Un projet de loi, dans son article 32, viendrait mettre en cause l’autonomie des caisses de retraites libérales à travers, notamment, l’emblématique nomination du directeur de la CNAVPL par l’Etat. Cela signe la volonté de mieux contrôler la gestion des sections professionnelles. La CAVP a toujours eu pour principe une transparence de gestion, raison pour laquelle la nomination d’un commissaire aux comptes est en cours et qu’un comité d’audit, recommandé par l’IGAS, sera prochainement mis en place par décision du conseil d’administration. Mais nous n’oublions pas que la CAVP, comme les autres caisses libérales, a su constituer des réserves par les seules cotisations des pharmaciens pour compenser le déséquilibre démographique à venir. Nous refusons de voir nos réserves redistribuées à des régimes moins prévoyants ! Précisons que les provisions du régime de capitalisation de la CAVP ne sont pas concernées par ce risque de redistribution.

La CAVP prépare également sa réforme.Pourquoi ?

L’Europe ne conçoit pas la gestion par les caisses de retraite de régimes optionnels ou facultatifs. Ensuite, parce que le seul régime obligatoire des pharmaciens conduit à un taux de remplacement de moins de 30 % du revenu d’activité : c’est l’un des plus faibles chez les libéraux. Il n’est plus concevable que la part obligatoire des cotisations du pharmacien ne soit que de 12,5 % du revenu moyen et celle des adjoints de 27 %. Enfin, la part de récupération de l’outil de travail étant plus incertaine, il est nécessaire d’avoir d’autres sources de revenu pour financer l’après-activité.

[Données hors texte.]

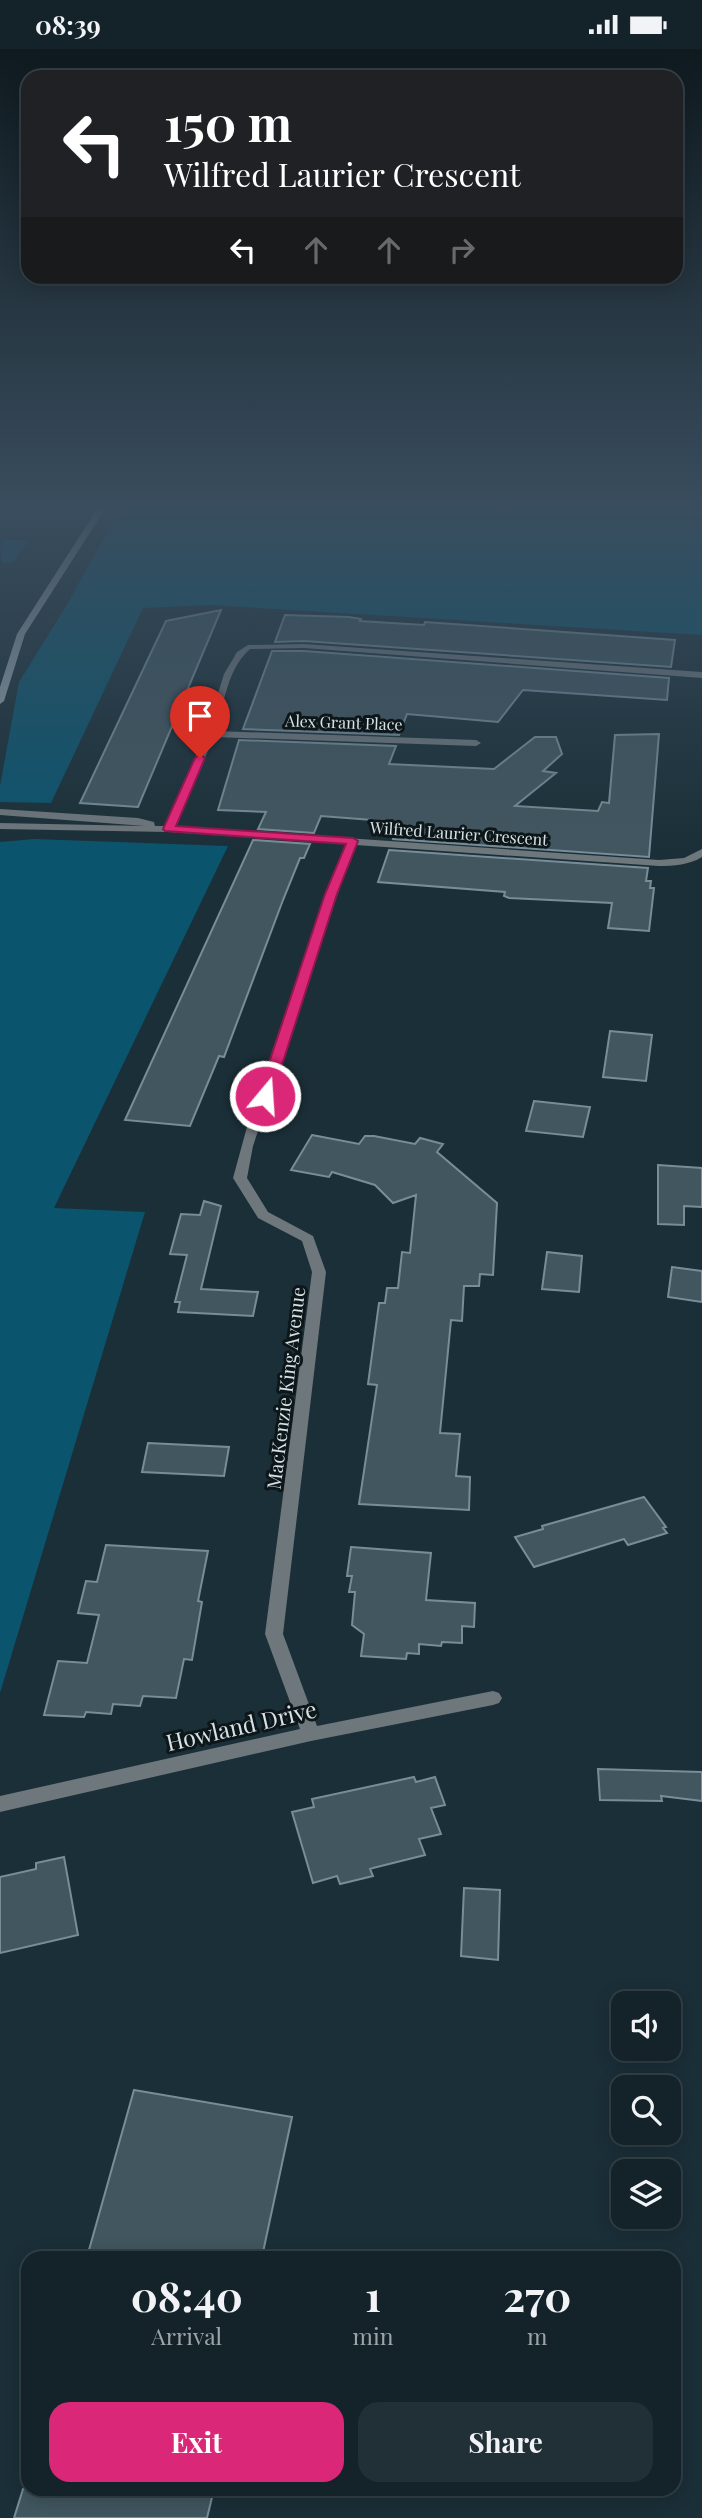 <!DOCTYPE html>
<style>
body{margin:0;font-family:"Playfair Display",serif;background:#212f36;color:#f1f3f6;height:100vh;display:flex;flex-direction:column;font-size:26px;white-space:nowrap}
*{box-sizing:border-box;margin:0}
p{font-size:23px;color:#9da4a8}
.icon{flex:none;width:38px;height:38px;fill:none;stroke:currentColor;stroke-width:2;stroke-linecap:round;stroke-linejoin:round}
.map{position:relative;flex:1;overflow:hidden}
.panel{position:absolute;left:21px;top:2202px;width:660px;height:245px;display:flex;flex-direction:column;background:#14232a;border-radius:21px;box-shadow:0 4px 18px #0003,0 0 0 2px #334047}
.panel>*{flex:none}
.guide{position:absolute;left:21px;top:21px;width:662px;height:214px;border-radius:21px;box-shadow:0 4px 18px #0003,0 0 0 2px #334047;background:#202124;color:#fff;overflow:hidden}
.buttons{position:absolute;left:611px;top:1942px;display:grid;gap:14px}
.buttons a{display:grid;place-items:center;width:70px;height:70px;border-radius:14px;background:#14232a;box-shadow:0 4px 18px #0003,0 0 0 2px #334047;font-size:35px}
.pin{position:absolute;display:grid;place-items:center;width:60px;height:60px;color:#fff;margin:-72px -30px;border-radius:50% 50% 50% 0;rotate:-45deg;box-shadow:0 0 7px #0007}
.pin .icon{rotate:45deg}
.me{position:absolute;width:77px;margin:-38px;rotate:18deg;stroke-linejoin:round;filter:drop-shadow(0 0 5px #0008)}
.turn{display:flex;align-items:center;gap:24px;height:147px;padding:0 28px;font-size:32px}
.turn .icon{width:91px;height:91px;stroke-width:2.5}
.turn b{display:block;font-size:49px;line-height:60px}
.lanes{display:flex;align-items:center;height:66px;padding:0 28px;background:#0003;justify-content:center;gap:35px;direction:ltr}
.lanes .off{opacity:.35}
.eta{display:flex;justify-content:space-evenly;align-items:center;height:119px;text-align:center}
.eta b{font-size:42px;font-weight:700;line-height:49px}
.cta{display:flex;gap:14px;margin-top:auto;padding:14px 28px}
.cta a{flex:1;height:80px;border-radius:21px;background:#db2777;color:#fff;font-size:28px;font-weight:700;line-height:80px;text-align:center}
.cta a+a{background:#212f36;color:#f1f3f6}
.status{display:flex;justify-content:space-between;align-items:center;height:49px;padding:0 35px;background:#14232a;direction:ltr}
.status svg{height:19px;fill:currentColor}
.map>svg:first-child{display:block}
.green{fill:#0b546d}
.building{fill:#41565f;stroke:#778d98;stroke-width:2}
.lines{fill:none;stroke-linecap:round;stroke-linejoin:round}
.minor{fill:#6e777c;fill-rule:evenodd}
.secondary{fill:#93a2a9;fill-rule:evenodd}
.route{fill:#db2777;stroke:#8e194d;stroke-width:2}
.labels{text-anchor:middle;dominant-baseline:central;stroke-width:6;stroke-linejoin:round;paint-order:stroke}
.far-street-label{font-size:16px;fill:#d6e2e7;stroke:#0d1619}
.street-label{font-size:19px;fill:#d6e2e7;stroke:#0d1619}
.near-street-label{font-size:23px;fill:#d6e2e7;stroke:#0d1619}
</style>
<div class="status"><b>08:39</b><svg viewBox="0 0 49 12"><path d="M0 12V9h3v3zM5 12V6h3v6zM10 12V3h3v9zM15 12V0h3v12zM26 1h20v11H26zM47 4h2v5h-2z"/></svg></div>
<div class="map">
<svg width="702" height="2469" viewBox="0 0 702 2469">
<rect width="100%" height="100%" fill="#1b2f38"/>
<path class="green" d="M121 457H702V586L210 556 143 559 51 754 0 753V737L19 633 68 554Z
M3 491H29L13 513 2 514 0 496Z
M34 790 228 797 54 1159 145 1163 0 1644V793Z"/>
<path class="building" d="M221 561 138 758 80 754 166 572Z
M285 566 349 568 361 570 360 572 424 576 425 573 675 591 671 618 304 592 275 593Z
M272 602H304L669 629 667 651 523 641 498 673 407 665 399 686 243 680Z
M659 685 649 808 393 790 398 773 321 767 314 784 258 780 266 763 218 761 239 691 396 697 389 715 494 720 535 688H556L562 705 543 722 556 724 515 757 598 762 602 753 609 754 615 686Z
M253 791 310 795 304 809H300L283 851 224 1008 219 1007 190 1077 125 1071Z
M389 801 648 819 646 832H651L650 839H654L649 882 608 879 612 854 509 849 504 847 505 843 378 833Z
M610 982 652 986 646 1032 603 1028Z
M534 1052 590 1058 583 1088 526 1082Z
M312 1086 359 1095 365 1087H374L415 1095 420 1089 443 1095 437 1103 497 1154 493 1226 480 1225 479 1237H464L462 1272 451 1271 440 1384 460 1385 456 1427 470 1428 469 1461 359 1455 377 1336 368 1335 379 1254H385L387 1239H398L402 1203 410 1204 416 1146 393 1154 375 1136 332 1123 329 1128 291 1121Z
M658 1116 702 1119V1158L684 1157V1176L658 1175Z
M204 1152 221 1157 201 1240 258 1243 253 1267 178 1263 180 1253H175L187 1206 170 1205 181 1165 200 1166Z
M547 1203 582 1207 579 1243 542 1240Z
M672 1218 702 1222V1253L668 1248Z
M148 1394 229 1398 224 1427 142 1423Z
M644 1448 666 1478 663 1479 667 1484 628 1496 624 1490 534 1518 515 1488 543 1480 542 1477Z
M106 1496 208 1502 198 1552 202 1553 192 1611 184 1610 176 1649 143 1647 140 1657 113 1655 111 1665 86 1663 84 1668 44 1666 58 1612 87 1614 99 1566 78 1564 86 1532 97 1533Z
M351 1498 431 1504 426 1551 475 1554 474 1578 462 1577V1594L442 1593 441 1597 419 1595V1605L407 1604 406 1610 361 1607 364 1585 352 1576 355 1543H349L352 1527H347Z
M598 1720 702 1723V1752L661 1747 662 1752 600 1751Z
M414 1728 416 1733 435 1728 445 1756 431 1759 441 1785 419 1790 425 1806 373 1819 370 1820 373 1827 340 1835 337 1827 313 1834 292 1763 314 1758 312 1750Z
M64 1808 78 1886 0 1904V1828L36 1820V1814Z
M464 1839 500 1841 498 1911 461 1907Z
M134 2041 292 2068 262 2208H87Z
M23 2440H214L207 2469H14Z"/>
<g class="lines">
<path class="minor" d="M304 595 702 623V629L304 599 250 600C227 620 224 655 216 682L476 691 481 694 476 697 214 688 175 777 659 811 684 809 702 800V808C689 816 674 817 659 817L356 796 328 871 253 1097 247 1129 268 1163 313 1187 326 1223 283 1585 317 1677 493 1642 499 1644 502 1649 499 1654 493 1656 311 1692 0 1763V1747L300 1680 265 1585 312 1223 302 1192 258 1169 233 1129 250 1067 317 871 347 795 169 783 0 780V774L145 777 0 766V760L138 769 154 773 155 777H165L205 686 224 625 237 603 248 596Z"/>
<path class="secondary" d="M99 457H107L25 585 4 652 0 655V638L17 585Z"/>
</g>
<linearGradient id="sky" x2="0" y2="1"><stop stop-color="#0f1a1f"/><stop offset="0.57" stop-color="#394d5e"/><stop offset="1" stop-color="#394d5e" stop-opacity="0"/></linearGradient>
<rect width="702" height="802" fill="url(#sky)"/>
<path class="route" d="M200 705 205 709 176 777 353 789 358 792 337 845 272 1047 265 1051 258 1047 325 845 346 795 165 782 163 780 195 709Z"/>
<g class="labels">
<g class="far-street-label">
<text transform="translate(344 673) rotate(2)">Alex Grant Place</text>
<text transform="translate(459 784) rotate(4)">Wilfred Laurier Crescent</text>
</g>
<g class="street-label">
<text transform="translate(285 1339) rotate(-83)">MacKenzie King Avenue</text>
</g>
<g class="near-street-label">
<text transform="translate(241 1676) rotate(-13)">Howland Drive</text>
</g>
</g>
</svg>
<div class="buttons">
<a><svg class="icon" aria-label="sound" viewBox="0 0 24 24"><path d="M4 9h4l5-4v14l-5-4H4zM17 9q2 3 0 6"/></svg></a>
<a><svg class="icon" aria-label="search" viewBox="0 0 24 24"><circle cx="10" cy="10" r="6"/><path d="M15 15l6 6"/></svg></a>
<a><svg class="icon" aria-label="layers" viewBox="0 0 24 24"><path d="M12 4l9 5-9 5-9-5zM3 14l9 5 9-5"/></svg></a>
</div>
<div class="pin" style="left:200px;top:709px;background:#d93025"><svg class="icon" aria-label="arrive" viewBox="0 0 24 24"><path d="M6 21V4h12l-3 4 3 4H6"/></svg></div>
<svg class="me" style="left:265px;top:1047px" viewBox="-20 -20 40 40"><circle r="17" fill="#db2777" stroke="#fff" stroke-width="3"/><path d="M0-11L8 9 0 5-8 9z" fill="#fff"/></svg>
<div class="guide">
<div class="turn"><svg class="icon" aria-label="left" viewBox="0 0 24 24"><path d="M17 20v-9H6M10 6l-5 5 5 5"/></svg><div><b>150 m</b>Wilfred Laurier Crescent</div></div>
<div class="lanes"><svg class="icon" aria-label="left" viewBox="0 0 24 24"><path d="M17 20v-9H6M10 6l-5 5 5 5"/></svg><svg class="icon off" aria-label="ahead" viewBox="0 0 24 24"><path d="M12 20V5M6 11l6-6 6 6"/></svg><svg class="icon off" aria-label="ahead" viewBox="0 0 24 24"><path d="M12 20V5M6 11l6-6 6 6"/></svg><svg class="icon off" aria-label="right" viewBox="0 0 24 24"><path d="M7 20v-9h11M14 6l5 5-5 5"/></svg></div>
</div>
<section class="panel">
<div class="eta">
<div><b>08:40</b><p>Arrival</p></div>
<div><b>1</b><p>min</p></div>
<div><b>270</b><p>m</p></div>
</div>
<div class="cta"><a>Exit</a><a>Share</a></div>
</section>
</div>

Les cotisations des pharmaciens vont-elles changer ?

Ce sera fonction de leur capacité contributive, puisque la classe d’affiliation au régime complémentaire dépendra du revenu du pharmacien. Pour 60,6 % d’entre eux, la cotisation restera inchangée : soit parce qu’ils resteront en classe 3 (en dessous de 75 000 € de revenus) ; soit parce qu’ils ont déjà choisi une classe égale ou supérieure à ce que la réforme leur imposerait. Pour d’autres, à revenus élevés, la cotisation augmentera. Mais la retraite aussi, et de manière très significative. Pour une telle réforme, une période transitoire est nécessaire. Nous évoquons actuellement avec le ministère de tutelle un report possible de 14 ans sur simple demande du pharmacien.